If an idea is not analyzed and/or if the entrepreneur is not willing to invest his own money in the project, and if there are criminals in the management team, why would anyone invest money in either of these projects?
We did not help fund his idea. He needed someone without investment knowledge or business experience to fund naïveté.
If an entrepreneur is seeking money for an investment he should pursue the following options in this order:
* Personal assets.
* Family and friends personal assets.
* Crowd funding: are there people around the country who would invest in your company?
* Angel investors: Talented, experienced, accredited individuals.
* Small Business Administration or Incubator loans for start ups?
* Banks or credit unions.
* Private equity partners/venture capital partners.
* IPO if business is significant enough to attract a large number of investors.
The following is a partial list of useful ideas those seeking funding should consider:
1.Ideas have no value.

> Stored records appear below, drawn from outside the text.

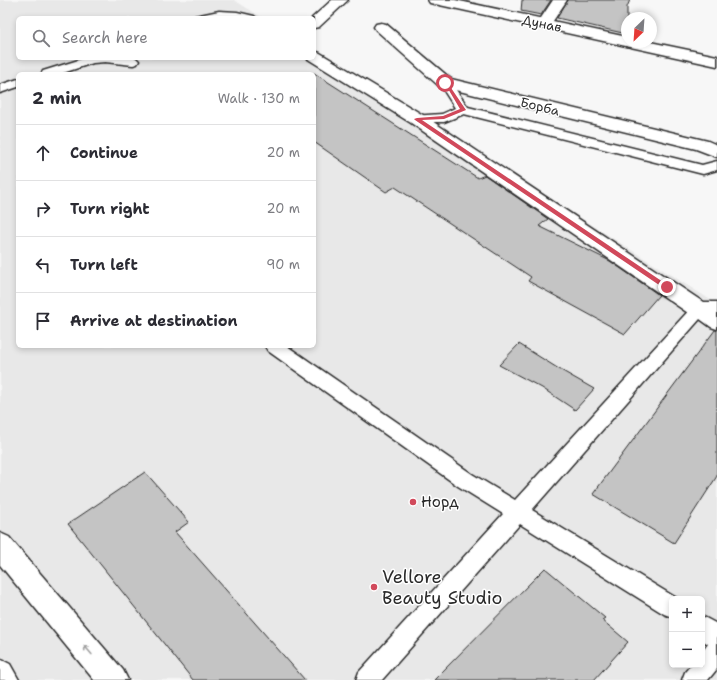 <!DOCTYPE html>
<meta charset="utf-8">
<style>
:root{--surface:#fff;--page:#f2f2f3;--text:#2b2b33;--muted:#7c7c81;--line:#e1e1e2}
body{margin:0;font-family:"Shantell Sans",sans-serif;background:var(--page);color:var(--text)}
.controls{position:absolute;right:12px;bottom:12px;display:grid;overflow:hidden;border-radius:6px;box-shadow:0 2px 6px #0003}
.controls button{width:36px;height:36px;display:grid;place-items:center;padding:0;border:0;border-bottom:1px solid var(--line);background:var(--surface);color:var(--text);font:20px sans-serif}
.compass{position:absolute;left:621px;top:12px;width:36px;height:36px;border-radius:50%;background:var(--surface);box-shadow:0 2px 6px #0003;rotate:205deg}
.stop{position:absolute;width:12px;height:12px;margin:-9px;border:3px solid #d1495b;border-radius:50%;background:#fff}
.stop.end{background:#d1495b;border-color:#fff;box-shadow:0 1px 4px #0008}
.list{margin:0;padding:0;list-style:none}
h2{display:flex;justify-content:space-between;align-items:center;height:52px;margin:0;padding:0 16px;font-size:17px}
h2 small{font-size:13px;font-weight:400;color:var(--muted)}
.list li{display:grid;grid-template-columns:26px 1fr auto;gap:12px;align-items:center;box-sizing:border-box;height:56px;padding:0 16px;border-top:1px solid var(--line)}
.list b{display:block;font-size:15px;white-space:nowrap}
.list em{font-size:13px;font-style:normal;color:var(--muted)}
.icon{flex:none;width:22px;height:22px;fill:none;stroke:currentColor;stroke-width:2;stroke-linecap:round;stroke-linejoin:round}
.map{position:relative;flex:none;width:717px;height:680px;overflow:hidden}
.search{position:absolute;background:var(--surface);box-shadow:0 2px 6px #0003;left:16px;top:16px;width:300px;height:44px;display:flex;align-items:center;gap:10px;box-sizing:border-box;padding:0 14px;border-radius:6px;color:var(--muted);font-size:15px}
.panel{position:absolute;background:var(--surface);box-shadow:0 2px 6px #0003;left:16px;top:72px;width:300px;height:276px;border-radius:6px}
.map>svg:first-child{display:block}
.built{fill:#e8e8e8;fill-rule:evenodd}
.building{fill:#c4c4c4;stroke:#2b2b2b}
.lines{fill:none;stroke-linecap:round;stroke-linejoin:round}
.service-casing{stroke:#2b2b2b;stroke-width:3}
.minor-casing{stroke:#2b2b2b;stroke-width:3}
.tertiary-casing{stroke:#2b2b2b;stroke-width:3}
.secondary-casing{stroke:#2b2b2b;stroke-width:3}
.service{fill:#fff;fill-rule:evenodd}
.minor{fill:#fff;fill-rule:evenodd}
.tertiary{fill:#fff;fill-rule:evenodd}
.secondary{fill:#fff;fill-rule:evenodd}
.oneway{stroke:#a0a0a0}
.route{fill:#d1495b}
.poi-dot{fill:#d1495b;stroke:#fff;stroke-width:1.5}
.labels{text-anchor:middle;stroke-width:3;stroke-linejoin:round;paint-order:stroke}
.far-street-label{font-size:13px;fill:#2b2b2b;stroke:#fff}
.poi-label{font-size:15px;fill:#2b2b2b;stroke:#fff;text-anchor:start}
.near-poi-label{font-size:18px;fill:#2b2b2b;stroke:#fff;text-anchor:start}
</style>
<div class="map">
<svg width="717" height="680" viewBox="0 0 717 680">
<rect width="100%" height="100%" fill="#f7f7f7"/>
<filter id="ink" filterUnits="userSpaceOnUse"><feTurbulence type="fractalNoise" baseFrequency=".025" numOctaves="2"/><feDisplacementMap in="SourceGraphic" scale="8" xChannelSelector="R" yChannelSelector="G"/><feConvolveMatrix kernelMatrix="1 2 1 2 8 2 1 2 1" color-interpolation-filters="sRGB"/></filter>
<g filter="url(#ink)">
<path class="built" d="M 0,0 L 234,0 L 263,18 L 18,18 L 18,58 L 314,58 L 314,50 L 717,304 L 717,680 L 0,680 ZM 18,74 L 314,74 L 314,346 L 18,346 ZM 672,599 L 702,599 L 702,665 L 672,665 Z"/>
<g class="building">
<polygon points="522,0 551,0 541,15 521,11"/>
<polygon points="568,0 630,0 627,7 627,34 557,18"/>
<polygon points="314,73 478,178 485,175 548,219 539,226 610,261 659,295 625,334 528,281 531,277 395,187 386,192 314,142"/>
<polygon points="715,330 717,330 717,476 674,543 593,494"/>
<polygon points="519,344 559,369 594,389 575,410 542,388 499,365"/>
<polygon points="145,472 189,522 175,532 305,680 193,680 68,524"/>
<polygon points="545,568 605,618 602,620 628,642 594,680 434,680"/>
</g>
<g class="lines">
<defs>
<g id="service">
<polygon points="219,11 237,12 254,16 256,18 193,18 195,16"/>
<polygon points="85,58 136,58 139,61 137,64 133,65 105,62 93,63 60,74 41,74 43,71"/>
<polygon points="18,79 18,87 0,93 0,85"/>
<polygon points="445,79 449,80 468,107 702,165 717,161 717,170 703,174 464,114 444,122 412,122 410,119 412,116 442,114 455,108 439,83 441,80"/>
<polygon points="699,304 705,306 717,314 717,329 711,327 700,319 532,510 678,599 672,599 672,617 664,614 520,524 382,680 356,680 359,672 503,514 458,486 268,351 265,346 287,346 472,474 515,500 693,306"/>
<polygon points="702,616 717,624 717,669 708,680 682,680 685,672 691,665 702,665 702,652 708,644 702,640"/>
</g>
<g id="minor">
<polygon points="332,0 348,0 319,27 314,28 314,18 312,18"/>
<polygon points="553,0 567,0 549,27 544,28 539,27 537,24"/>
<polygon points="381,23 386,24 451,79 708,141 717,145 717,157 696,149 439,86 376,30 374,27 376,24"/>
<polygon points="314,51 320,53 423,115 703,302 717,302 717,318 699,318 691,315 411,123 308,59 308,58 314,58"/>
</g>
<polygon id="tertiary" points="428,0 455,0 627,37 627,42 650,42 717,56 717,66 435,4 430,3"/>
<g id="secondary">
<polygon points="0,533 9,537 123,670 128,680 94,680 0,565"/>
<polygon points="0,659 10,664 19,680 0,680"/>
</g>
</defs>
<use href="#service" class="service-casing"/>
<use href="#minor" class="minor-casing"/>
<use href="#tertiary" class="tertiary-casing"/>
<use href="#secondary" class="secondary-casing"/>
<use href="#service" class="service"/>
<use href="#minor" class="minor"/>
<use href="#tertiary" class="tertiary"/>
<use href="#secondary" class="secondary"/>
</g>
<defs><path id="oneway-shaft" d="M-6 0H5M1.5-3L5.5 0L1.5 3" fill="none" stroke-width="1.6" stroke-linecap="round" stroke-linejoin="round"/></defs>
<use class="oneway" href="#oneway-shaft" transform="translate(88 650) rotate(-130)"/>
</g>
<polygon class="route" points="444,82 447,82 466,110 444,119 422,120 669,286 669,289 665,289 415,120 414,119 417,118 443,116 460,109"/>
<g class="poi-dot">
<circle cx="413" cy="502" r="4"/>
<circle cx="374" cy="587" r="4"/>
</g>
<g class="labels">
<g class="far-street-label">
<text transform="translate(542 23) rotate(12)" y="5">Дунав</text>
<text transform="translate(540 106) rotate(14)" y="5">Борба</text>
</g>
<g class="poi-label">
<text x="421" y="507">Норд</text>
</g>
<g class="near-poi-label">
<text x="382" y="583">Vellore<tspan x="382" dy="21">Beauty Studio</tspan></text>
</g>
</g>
</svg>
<div class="controls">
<button>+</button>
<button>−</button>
</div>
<svg class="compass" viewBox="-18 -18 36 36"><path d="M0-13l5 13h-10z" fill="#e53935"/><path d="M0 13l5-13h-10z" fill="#7c7c81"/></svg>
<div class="stop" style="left:445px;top:83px"></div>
<div class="stop end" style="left:667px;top:287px"></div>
<div class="search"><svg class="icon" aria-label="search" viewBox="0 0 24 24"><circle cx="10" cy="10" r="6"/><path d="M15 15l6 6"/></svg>Search here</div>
<section class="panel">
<h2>2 min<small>Walk · 130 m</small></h2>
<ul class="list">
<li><svg class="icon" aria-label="ahead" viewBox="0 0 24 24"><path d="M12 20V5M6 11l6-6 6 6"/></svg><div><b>Continue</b></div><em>20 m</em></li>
<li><svg class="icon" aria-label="right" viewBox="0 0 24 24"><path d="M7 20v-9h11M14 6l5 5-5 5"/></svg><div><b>Turn right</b></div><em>20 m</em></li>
<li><svg class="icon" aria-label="left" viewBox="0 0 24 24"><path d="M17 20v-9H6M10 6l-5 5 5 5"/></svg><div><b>Turn left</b></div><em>90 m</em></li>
<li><svg class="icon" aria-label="arrive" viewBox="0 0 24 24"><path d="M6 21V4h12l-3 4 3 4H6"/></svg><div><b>Arrive at destination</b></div></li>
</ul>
</section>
</div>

Ideas are as common as water. Everyone has them. The person to put his or her ideas into action is as rare as the most valuable diamond. Only ideas put into action—and that are generating income— have value.
2.As the dot.com bubble retaught investors, a business that does not generate revenue and profit is worthless. Without the possibility of dominating a market, creating excellent revenues and high profits, no one will invest for the long term.

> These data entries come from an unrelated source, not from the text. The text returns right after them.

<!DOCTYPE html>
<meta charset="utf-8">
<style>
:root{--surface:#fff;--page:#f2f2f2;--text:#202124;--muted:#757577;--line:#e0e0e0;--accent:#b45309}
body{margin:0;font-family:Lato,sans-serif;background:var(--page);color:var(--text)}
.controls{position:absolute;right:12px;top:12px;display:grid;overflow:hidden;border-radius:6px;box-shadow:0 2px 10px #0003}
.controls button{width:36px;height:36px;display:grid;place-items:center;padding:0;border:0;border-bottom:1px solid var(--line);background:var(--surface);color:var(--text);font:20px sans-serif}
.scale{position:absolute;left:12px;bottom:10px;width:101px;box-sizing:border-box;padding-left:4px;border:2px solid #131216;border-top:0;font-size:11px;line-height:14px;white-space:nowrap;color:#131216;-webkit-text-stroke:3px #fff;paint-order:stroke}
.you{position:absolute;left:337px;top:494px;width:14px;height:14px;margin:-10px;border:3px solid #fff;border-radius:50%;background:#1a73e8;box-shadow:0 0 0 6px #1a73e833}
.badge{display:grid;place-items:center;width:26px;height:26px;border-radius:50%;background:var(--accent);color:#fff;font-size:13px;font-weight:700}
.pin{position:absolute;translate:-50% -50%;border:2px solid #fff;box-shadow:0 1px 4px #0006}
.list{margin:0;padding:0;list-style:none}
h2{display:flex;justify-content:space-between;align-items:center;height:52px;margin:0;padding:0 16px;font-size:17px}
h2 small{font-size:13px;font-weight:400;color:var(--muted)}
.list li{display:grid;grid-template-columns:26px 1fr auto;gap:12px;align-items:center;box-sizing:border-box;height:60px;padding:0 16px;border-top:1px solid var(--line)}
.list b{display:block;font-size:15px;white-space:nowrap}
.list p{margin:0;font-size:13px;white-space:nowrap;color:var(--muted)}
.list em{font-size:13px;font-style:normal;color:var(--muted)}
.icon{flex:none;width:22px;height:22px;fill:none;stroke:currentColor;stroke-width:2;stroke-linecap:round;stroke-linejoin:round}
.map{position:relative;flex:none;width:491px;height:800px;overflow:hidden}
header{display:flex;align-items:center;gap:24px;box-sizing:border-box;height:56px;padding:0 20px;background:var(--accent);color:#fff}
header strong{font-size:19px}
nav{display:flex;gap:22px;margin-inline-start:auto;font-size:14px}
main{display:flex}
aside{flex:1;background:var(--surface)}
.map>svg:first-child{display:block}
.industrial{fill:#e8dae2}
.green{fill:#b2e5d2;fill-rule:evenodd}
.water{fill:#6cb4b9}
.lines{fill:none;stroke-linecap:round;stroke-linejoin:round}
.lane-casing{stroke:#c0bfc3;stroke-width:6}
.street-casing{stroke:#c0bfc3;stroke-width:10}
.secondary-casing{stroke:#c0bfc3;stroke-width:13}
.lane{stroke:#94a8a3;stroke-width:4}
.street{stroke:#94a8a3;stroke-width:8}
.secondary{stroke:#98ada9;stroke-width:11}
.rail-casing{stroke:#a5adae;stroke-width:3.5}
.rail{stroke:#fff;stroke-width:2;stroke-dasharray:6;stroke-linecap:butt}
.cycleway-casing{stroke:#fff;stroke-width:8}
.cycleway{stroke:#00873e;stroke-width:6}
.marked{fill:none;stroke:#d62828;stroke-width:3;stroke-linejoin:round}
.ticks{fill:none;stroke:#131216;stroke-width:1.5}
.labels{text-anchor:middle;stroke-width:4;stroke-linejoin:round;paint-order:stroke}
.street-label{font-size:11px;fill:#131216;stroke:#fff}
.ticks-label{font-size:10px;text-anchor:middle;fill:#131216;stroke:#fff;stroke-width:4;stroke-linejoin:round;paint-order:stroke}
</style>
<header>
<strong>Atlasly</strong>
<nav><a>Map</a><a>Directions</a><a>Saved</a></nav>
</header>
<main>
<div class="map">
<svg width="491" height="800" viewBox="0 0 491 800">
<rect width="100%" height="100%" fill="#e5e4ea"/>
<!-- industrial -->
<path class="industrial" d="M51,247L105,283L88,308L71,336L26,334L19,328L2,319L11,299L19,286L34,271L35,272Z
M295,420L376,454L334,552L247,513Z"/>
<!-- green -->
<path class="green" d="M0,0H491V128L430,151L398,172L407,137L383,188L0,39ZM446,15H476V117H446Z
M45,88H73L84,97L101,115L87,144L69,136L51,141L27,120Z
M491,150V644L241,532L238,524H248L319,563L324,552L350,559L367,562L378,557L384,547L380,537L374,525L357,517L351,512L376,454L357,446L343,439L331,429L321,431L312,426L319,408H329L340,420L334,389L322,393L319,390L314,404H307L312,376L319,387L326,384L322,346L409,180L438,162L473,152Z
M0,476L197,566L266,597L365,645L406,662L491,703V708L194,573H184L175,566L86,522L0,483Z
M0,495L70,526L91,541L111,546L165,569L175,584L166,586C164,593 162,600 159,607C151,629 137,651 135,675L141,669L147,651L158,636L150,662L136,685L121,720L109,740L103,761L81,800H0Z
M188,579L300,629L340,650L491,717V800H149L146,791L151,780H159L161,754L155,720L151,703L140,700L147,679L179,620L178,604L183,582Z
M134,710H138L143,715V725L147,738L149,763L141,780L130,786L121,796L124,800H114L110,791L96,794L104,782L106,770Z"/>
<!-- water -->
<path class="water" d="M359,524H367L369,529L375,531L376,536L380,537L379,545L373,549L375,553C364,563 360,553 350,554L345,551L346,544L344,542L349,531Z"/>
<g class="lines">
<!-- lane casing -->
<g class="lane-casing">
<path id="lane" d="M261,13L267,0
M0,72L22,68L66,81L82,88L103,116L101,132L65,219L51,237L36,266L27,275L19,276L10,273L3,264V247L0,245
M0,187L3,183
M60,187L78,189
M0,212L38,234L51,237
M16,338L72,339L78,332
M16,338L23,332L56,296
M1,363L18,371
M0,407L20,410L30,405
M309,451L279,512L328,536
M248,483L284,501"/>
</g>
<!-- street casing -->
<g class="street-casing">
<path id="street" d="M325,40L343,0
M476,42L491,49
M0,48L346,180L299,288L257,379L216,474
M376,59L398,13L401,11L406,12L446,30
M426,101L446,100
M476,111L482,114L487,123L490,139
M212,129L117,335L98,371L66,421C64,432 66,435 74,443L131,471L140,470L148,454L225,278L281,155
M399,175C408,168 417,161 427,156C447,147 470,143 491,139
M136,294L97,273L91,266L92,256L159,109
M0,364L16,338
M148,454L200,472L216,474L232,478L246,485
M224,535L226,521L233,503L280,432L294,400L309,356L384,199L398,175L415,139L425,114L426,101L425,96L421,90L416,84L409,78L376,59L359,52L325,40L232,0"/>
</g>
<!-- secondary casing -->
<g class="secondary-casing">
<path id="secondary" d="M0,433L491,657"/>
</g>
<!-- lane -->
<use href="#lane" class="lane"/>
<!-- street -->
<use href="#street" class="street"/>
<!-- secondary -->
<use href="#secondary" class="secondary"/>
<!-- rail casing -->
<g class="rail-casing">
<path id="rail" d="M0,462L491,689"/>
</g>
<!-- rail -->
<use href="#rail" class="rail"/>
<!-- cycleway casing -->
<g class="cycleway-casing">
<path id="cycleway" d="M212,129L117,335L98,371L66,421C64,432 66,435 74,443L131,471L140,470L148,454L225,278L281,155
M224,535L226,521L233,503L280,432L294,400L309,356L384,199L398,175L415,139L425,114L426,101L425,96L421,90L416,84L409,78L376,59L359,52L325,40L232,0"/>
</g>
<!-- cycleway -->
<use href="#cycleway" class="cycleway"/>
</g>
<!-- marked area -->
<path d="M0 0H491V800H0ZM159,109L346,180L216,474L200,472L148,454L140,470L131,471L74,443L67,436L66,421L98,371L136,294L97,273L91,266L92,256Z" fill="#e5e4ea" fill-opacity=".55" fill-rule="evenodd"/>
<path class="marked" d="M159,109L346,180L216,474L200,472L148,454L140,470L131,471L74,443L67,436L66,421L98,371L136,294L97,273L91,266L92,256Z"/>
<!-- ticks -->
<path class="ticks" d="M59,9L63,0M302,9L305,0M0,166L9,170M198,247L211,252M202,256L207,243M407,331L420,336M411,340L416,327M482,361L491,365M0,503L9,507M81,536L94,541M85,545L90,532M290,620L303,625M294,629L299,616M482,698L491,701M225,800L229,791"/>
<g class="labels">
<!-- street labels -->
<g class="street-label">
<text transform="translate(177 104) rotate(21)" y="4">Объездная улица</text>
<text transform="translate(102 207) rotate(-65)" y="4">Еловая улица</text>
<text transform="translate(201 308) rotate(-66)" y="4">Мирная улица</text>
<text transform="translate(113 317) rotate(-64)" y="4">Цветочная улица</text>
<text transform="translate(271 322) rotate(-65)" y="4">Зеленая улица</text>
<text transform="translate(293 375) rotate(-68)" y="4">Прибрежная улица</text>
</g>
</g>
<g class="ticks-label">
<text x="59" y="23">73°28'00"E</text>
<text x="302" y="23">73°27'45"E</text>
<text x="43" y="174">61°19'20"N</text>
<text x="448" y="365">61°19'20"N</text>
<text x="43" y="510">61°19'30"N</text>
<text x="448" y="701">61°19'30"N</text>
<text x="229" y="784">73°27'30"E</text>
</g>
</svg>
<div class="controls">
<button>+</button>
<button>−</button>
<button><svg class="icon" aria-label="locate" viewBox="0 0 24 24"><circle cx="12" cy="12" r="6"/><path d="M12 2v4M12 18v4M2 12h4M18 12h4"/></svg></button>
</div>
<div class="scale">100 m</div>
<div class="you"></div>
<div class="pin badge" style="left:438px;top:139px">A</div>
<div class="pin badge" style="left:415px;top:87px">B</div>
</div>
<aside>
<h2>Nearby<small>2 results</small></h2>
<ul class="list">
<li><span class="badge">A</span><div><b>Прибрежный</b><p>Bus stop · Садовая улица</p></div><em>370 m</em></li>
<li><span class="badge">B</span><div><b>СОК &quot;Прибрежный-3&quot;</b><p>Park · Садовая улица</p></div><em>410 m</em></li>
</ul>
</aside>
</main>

3.There must be a sufficient market of customers for the business to grow exponentially and generate demonstrable profits.
4.Investors seek to invest in a proven management team which can generate profits. Proven management teams know how to generate profits because they have been in the trenches and know the procedures. In other words, they’ve been there before. They’ve done that.
5.Integrity is as important as the management team.
We recently received a business plan from an owner of a moderate volume gold mine that was producing gold. We were interested in the project but after doing background investigation we found that one of the partners had a past filled with fraudulent events. Further, one of the owners was draining cash out of the company to purchase a large farm in southern Utah. It goes without saying we did not fund the mine.
6.It takes twice as long and three times as much money to succeed as is projected in the business plan. In a business startup, consider Murphy as your partner, and as an optimist. Rarely does anything proceed as you think it will.
7.Business plans are crucial because they show that a person has considered the business idea from many different angles. However, business development rarely follows the structure of an initial business plan. Business owners must change and adapt with new information. Hence, the inevitable “pivot” that often occurs as a plan is executed. Do not be afraid to pivot your plan as required.